Doctors on the ground in Korea, such as Soo-Hyeon Lee, saw the need for better treatments for younger Asian breast cancer patients. “The challenge for the doctors treating these younger Asian breast cancer patients is they have to follow the standard medical regimens that more or less focuses on older breast cancer patients in the United States, or other developed countries,” says Lee, Pfizer's Medical Director, Oncology Landscape in Developed Asia and Japan.
Earlier genomic and molecular profiling studies have significantly advanced our understanding of the different subtypes of breast cancers. Research done primarily in Caucasians has shown that tumors in young and older breast cancer patients have unique “molecular signatures,” suggesting that distinct biological and molecular mechanism may have contributed to tumor formation. In addition, previous studies have shown that genomic and gene expression differences exist between varying races.
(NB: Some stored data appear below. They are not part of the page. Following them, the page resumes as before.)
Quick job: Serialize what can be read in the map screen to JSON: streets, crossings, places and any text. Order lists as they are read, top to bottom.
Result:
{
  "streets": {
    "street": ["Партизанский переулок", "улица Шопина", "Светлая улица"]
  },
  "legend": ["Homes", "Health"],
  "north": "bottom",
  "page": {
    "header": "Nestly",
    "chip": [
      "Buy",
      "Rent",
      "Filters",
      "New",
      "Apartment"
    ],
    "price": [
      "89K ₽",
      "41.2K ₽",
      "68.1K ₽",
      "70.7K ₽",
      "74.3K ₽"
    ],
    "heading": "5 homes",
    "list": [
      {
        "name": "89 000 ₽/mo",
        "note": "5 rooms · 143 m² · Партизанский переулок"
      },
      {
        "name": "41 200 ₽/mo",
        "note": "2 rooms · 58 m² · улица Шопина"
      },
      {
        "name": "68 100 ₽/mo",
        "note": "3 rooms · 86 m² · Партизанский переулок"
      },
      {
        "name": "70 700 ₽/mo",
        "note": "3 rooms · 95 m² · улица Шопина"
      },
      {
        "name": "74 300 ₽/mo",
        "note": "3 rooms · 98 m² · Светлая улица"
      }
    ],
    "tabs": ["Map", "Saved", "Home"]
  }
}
But to date, this level of ‘omics data was not available to characterize younger Asian breast cancer patients, says Kan. The Pfizer/SMC research team has been the first to conduct such a robust multi-omic analysis of a large group of Asian patients.
By using multi-omic profiling scientists have determined that the cancer tumors among this young Korean cohort have a unique “molecular signature,” or distinct biological and molecular behavior. For example, cells can experience damage to DNA from a variety of sources, and when that damage goes unchecked, or when DNA repair mechanisms are faulty, that damage can lead to oncogenic, or cancer-causing mutations. The different types of DNA damage that occur, and the different repair mechanisms, are one part of DNA’s “signature.” Through genetic analysis, Kan and his team identified several mutation signatures that were more prevalent in the Asian breast cancer cohorts. These include deficiencies in DNA repair mechanisms, echoed by a further observation that the younger Asian patients have a higher frequency of loss-of-function mutations in the BRCA1 and BRCA2 genes, which play important roles in DNA damage repair. This is important, as tumors with BRCA1 or BRCA2 mutations and deficient DNA repair mechanisms may be sensitive to PARP inhibitors.
Understanding unmet needs at the molecular level
When cancer patients undergo treatment, the genetic profiles of their tumors often change and can impact how a tumor will respond to therapy. In the second phase of the project, researchers are looking at multiple tumor samples of Korean breast cancer patients before, during and after chemotherapy before surgery to see if any genetic changes take place. “These profiling studies will help to give us more of an in-depth understanding of how some of these therapies work and may allow us to intervene early with suitable combinations of therapies, ” says Samir Lal, a post-doctoral research fellow in oncology translational research based at Pfizer’s La Jolla research site.
In a final phase, which has just kicked off, the team is doing multi-omic profiling for Asian breast cancer patients whose tumors no longer respond to standard treatments. The lack of response is referred to as “resistance,” and is a major cause of cancer death.
“It’s an unmet medical need,” says Kan. “It’s critical that we really figure out at the molecular level what is giving rise to these acquired resistances. Once we know this we can attempt to develop combination therapies to attack the cancers or preemptively prevent this resistance.”